- _The problem_: Across the whole listing, state how many lines include "data". Add nothing to that number.
[[ Entries shown, beginning ]]
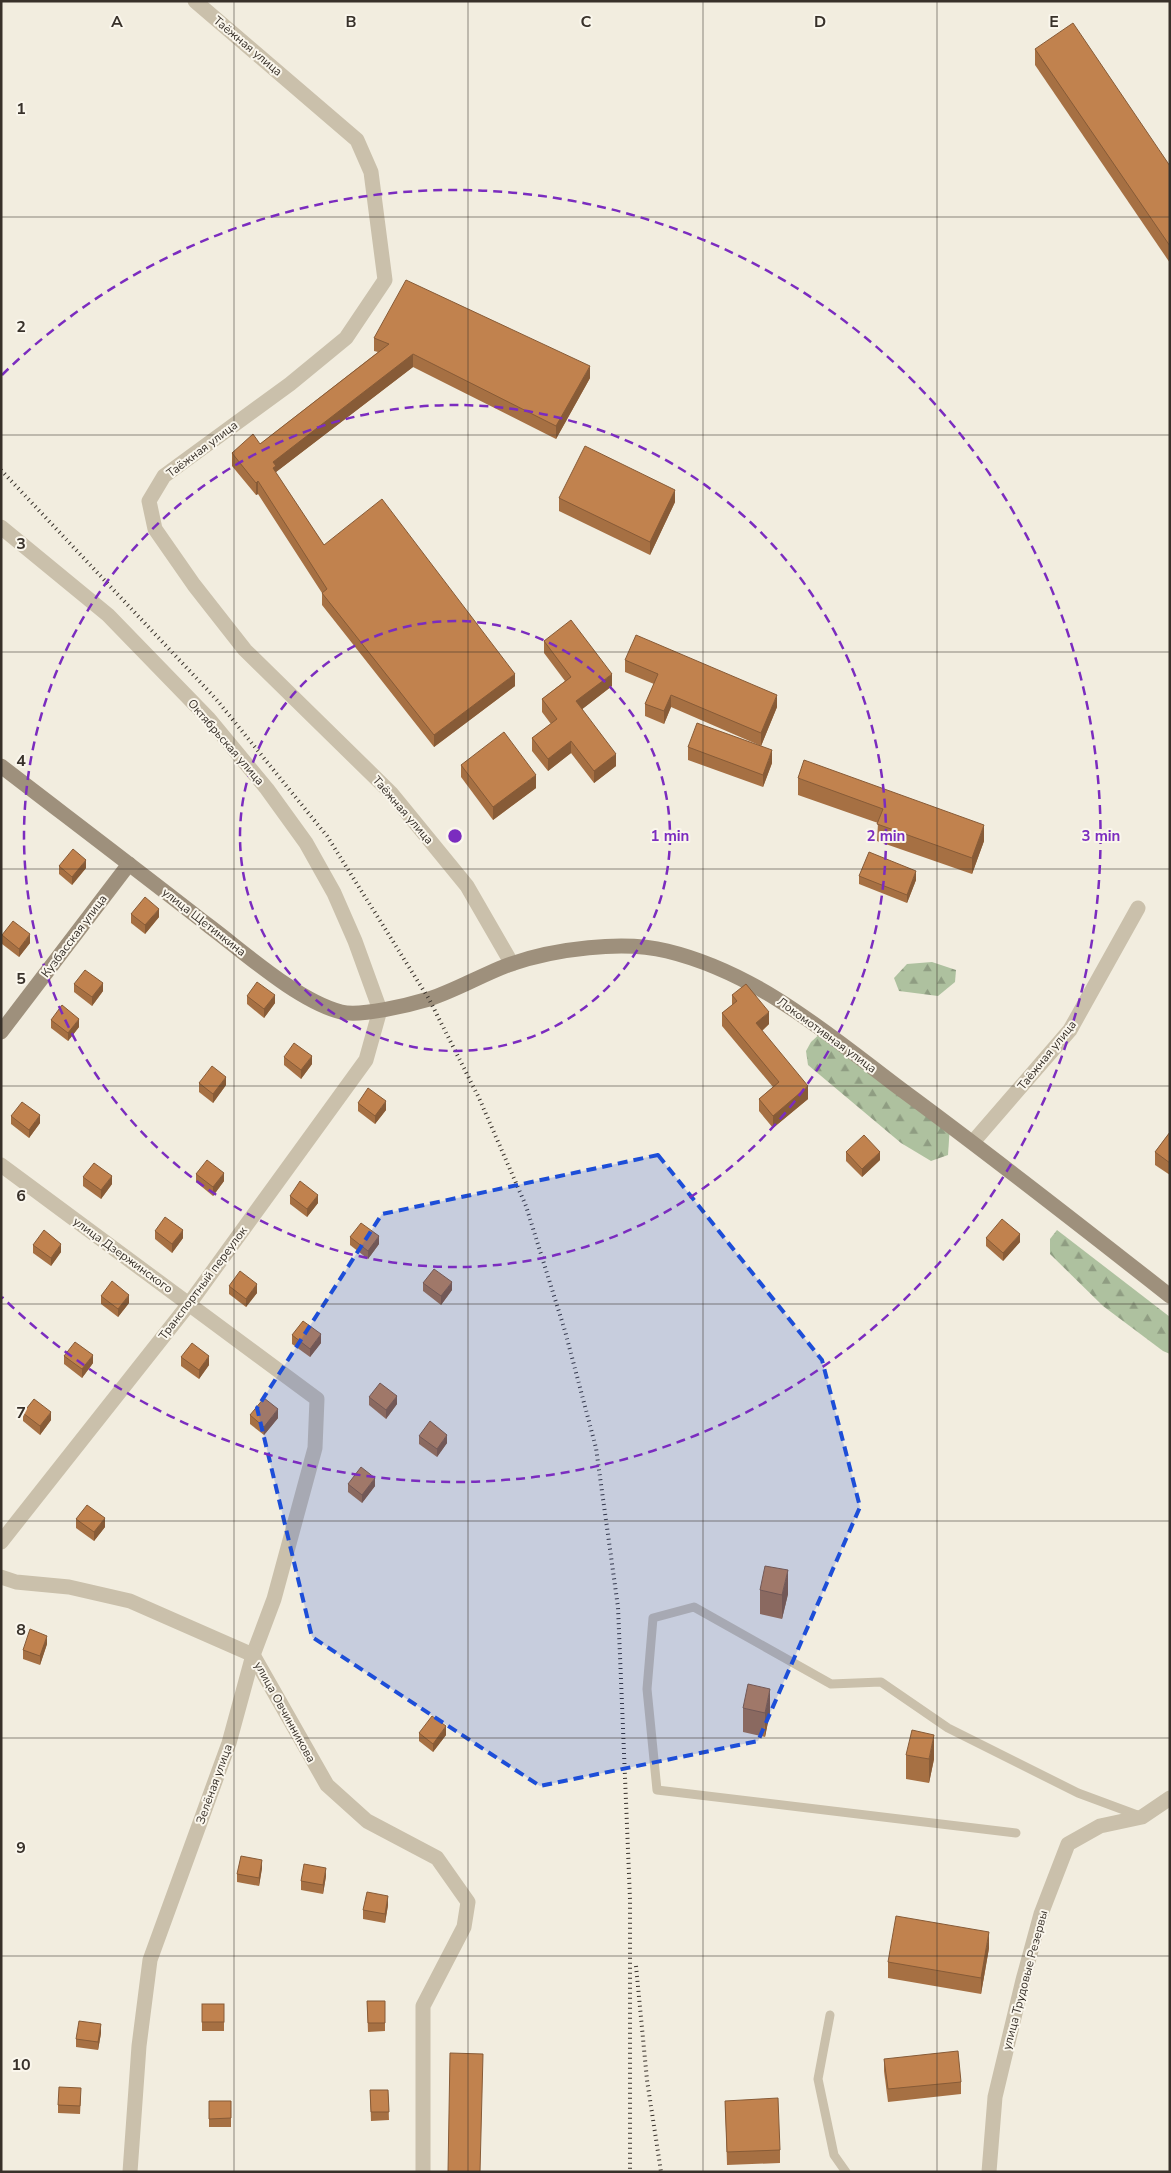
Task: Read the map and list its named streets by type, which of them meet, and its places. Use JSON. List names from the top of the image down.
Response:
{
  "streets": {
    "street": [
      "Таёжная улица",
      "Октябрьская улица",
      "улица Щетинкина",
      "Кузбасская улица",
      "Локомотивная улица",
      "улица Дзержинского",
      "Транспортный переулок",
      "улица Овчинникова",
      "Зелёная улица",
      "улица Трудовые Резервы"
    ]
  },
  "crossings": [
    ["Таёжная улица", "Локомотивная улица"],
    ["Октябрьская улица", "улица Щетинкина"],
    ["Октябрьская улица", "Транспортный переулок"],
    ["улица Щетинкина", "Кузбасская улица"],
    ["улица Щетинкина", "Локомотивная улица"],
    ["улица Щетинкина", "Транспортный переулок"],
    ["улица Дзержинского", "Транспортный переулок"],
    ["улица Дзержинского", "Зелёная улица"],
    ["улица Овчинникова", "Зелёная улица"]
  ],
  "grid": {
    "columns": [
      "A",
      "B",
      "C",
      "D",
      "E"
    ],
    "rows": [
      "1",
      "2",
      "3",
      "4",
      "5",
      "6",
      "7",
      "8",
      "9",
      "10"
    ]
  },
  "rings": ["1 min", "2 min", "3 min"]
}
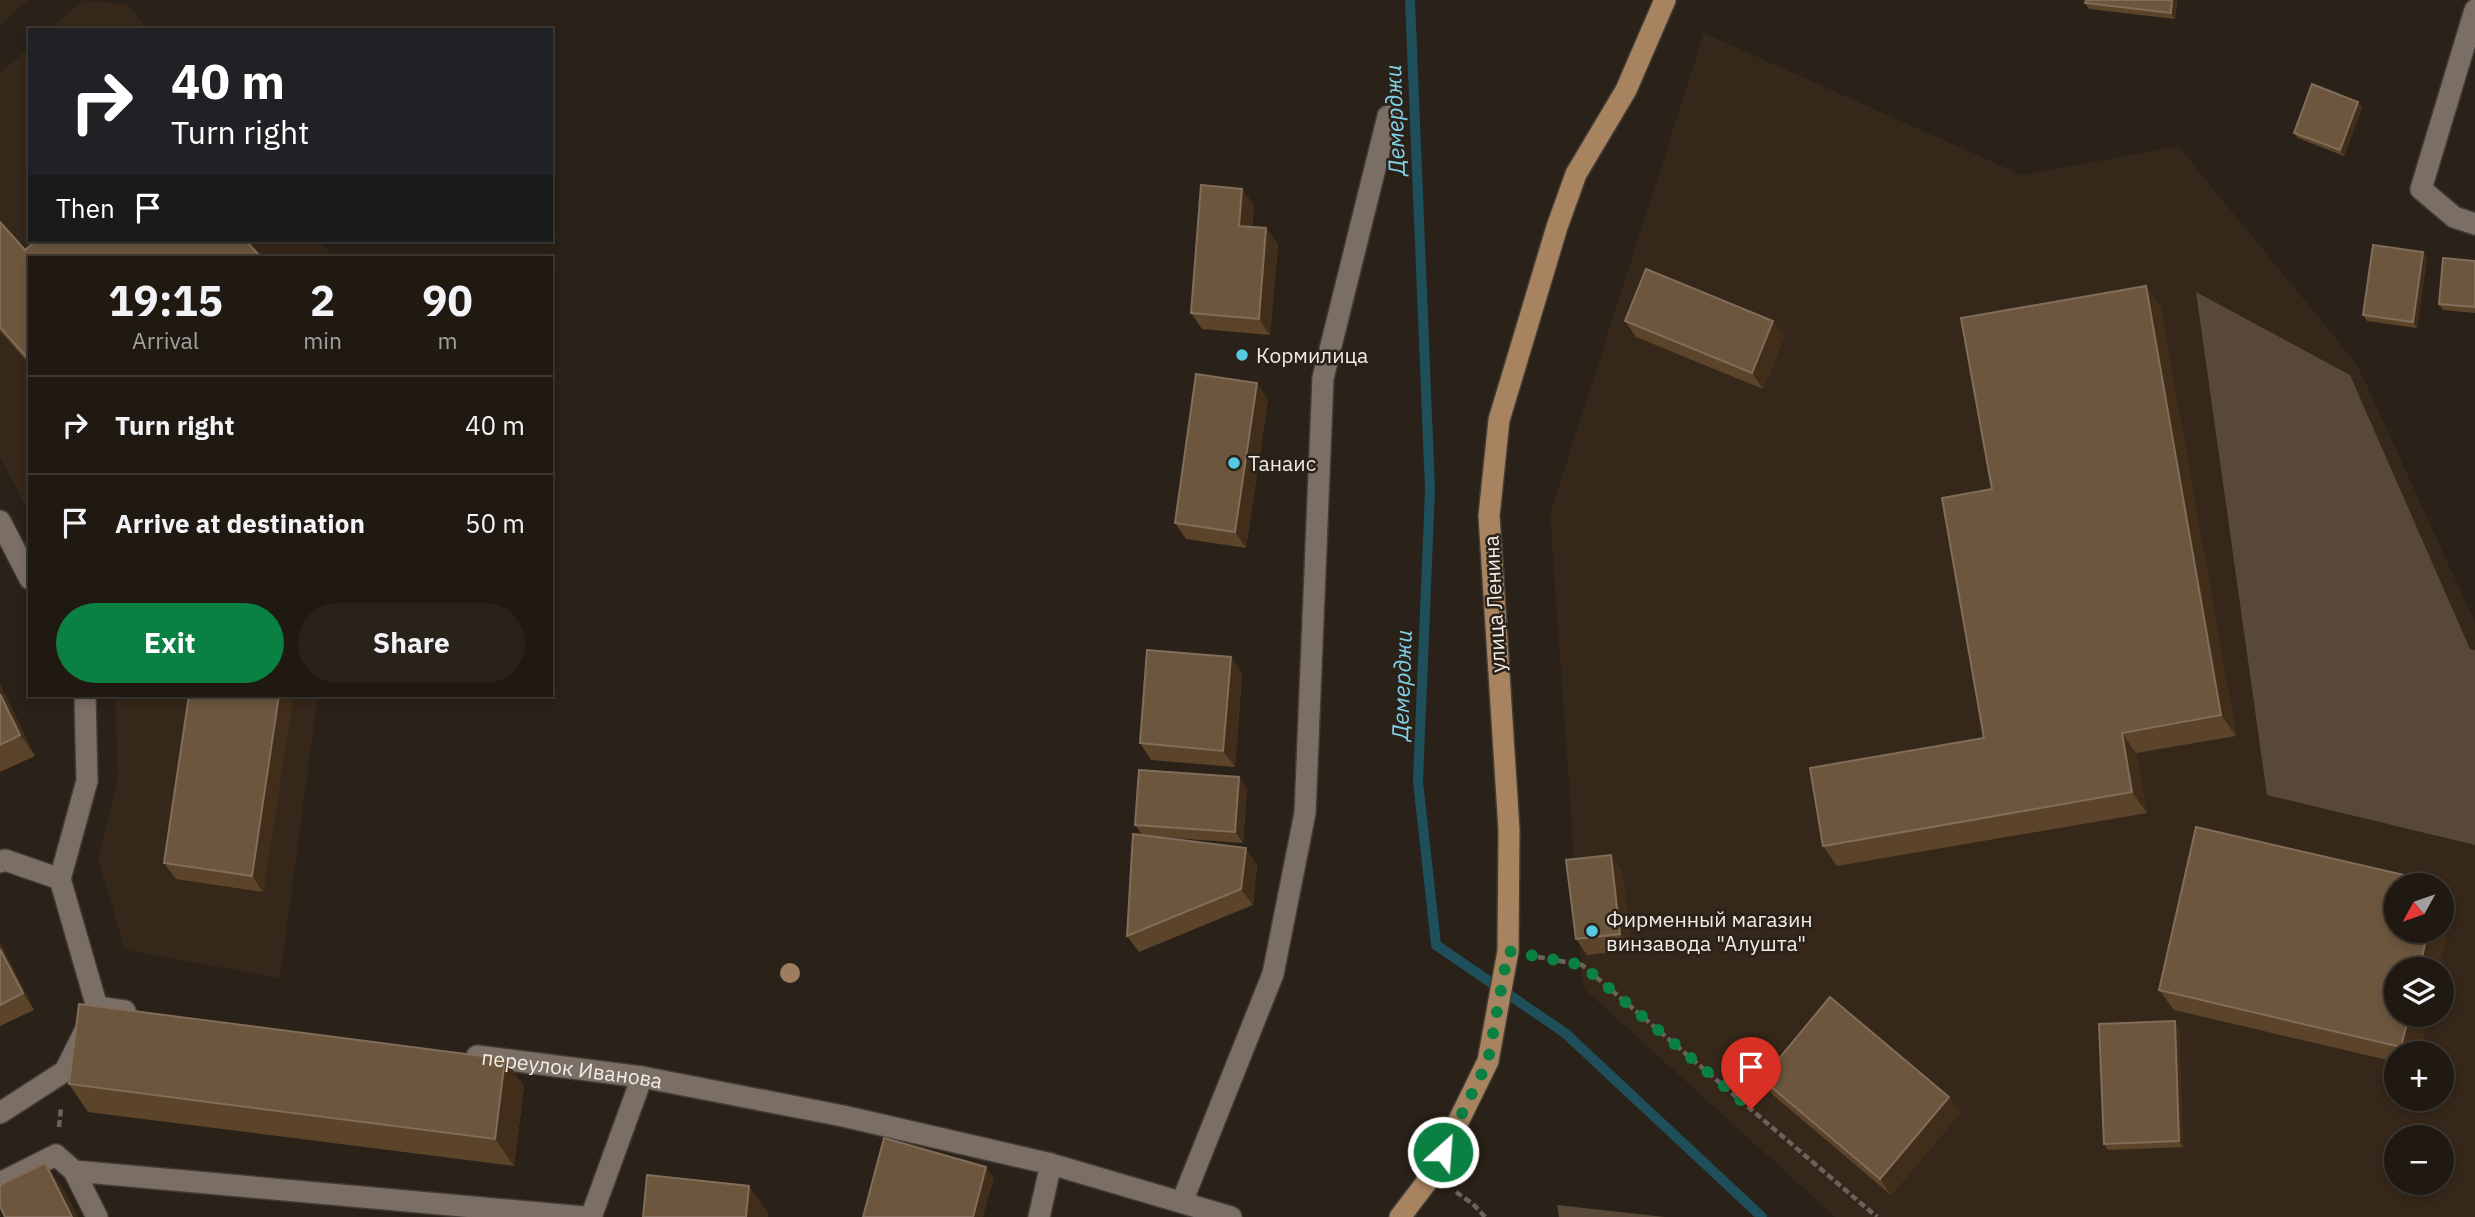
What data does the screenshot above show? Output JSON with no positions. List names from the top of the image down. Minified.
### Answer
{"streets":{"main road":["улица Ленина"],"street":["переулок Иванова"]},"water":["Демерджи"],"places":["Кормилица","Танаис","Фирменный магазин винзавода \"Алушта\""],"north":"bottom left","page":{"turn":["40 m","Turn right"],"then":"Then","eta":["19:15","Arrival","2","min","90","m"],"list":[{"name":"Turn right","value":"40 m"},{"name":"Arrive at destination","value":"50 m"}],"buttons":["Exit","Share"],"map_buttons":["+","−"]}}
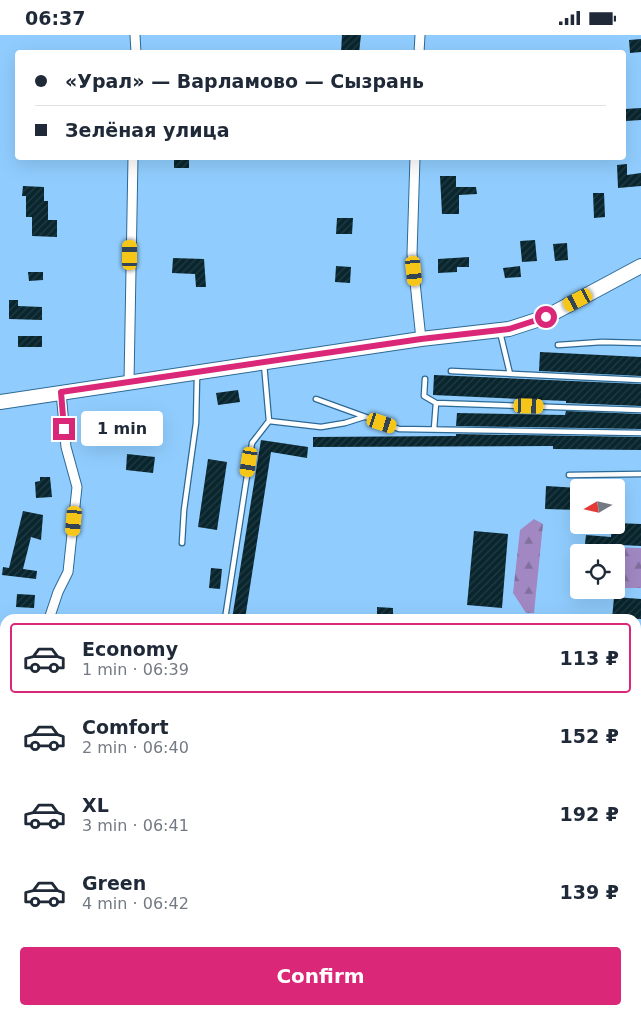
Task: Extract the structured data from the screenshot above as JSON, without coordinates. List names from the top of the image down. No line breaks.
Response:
[[ Entries shown, end ]]
- _Response to this exercise_: 2